RESPONDING INSTINCTIVELY TO THE FINANCIAL CRISIS
by Mike Neuenschwander ~ October 7, 2008.
Permalink | Filed under: Hybrid Vigor, Social Trust Online.
Today, there was some interesting discussion in the New York Times on human instincts for punishment and forgiveness. According to the article, researchers have found that within a population, some percentage of people (between 10 and 40%) are attuned to following their “referee instincts” by ensuring evil-doers get their due. This instinct has clearly come into play during the wide-spread financial crisis:
The public urge for punishment that helped delay the passage of Washington’s economic rescue plan is more than a simple case of Wall Street loathing, according to scientists who study the psychology of forgiveness and retaliation. The fury is based in instincts that have had a protective and often stabilizing effect on communities throughout human history. Small, integrated groups in particular often contain members who will stand up and — often at significant risk to themselves — punish cheaters, liars and freeloaders.
But allowing such impulses to play out on a grand scale can also exacerbate a crisis. The article continues:
Some experts believe that Japan’s disastrous delay in bailing out its banks in the early 1990s was caused in part by a collective urge to punish corrupt bankers, and they fear a similar outcome today.
Game theory suggests alternative approaches to resolving social dilemmas. In running various gaming scenarios in which participants respond to each others’ uncooperative behaviors, the best outcomes for all players are achieved when players follow simple tit-for-tat strategies and allow for forgiveness. On this subject, the article states:
Fortunately for the economy, researchers say, a strong countervailing psychological force is also at work: the instinct to forgive, and to cooperate…. Running thousands of computer variations … scientists have found that the strategies that pay off the most are tipped toward cooperation.

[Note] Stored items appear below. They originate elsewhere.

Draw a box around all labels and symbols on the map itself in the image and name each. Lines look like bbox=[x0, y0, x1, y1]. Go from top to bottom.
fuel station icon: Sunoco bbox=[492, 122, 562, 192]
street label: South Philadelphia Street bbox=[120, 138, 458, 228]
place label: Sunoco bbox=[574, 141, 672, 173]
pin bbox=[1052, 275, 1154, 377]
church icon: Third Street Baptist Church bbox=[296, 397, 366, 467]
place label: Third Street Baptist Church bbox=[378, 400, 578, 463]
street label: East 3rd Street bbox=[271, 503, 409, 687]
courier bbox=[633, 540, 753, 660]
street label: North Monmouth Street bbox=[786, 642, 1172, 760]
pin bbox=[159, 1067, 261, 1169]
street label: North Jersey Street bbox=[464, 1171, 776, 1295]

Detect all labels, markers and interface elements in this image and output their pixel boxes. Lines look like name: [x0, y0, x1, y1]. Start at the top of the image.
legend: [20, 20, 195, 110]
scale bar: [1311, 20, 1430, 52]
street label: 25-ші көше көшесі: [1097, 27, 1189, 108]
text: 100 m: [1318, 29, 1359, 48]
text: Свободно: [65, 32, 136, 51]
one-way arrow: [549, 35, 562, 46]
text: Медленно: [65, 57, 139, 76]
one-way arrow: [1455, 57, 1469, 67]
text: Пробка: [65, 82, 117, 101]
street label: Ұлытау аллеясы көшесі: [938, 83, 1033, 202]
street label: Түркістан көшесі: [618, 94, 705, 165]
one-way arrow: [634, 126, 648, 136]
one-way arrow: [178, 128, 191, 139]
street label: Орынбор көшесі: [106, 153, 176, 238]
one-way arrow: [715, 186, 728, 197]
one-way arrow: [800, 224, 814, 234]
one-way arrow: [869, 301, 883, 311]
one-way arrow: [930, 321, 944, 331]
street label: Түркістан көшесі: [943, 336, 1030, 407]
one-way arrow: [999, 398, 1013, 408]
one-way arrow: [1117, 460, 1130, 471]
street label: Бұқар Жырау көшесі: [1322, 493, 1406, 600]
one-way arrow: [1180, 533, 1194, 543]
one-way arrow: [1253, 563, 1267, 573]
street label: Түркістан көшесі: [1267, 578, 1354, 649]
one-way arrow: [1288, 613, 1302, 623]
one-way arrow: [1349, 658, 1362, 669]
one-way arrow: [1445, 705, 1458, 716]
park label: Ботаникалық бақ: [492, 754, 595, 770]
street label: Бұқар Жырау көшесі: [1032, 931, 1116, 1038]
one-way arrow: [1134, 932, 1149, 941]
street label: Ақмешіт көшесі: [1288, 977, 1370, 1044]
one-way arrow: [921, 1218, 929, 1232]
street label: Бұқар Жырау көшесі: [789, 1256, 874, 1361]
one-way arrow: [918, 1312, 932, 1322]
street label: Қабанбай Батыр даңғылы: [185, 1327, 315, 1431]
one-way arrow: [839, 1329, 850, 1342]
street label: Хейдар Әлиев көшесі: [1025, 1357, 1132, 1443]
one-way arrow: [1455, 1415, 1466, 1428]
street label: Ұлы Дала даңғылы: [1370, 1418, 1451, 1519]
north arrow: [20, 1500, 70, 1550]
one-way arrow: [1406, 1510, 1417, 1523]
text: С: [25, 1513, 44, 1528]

Agreed. But we’re not in a laboratory, so the quaint models of game theory aren’t so readily applicable. In real life things are so much messier, if only for the phenomenal scale on which the current crisis is playing out. It’s not even clear how the average person can actively participate in responding to the crisis. I imagine most just want to board up their windows, live off of food storage, and wait for the hurricane to pass. I imagine the average person won’t be quick to take advice from financial advisers or government officials, because so much trust has been lost in these relationships. If so, the result would be an even worse situation for everyone.
The financial crisis highlights our need for greater social trust. Humanity has learned to stitch societies into a globally integrated economy, but our natural pathways to trust have languished. The explosions in the size of the organizations and communities we associate with, the amount of information we need to process, and the complexity of the system of trade we must rely on for our well being have overwhelmed our native, instinctual ability to form relationships based on trust. How to construct a basis for trust in the modern era is, in my mind, the most important issue of our time.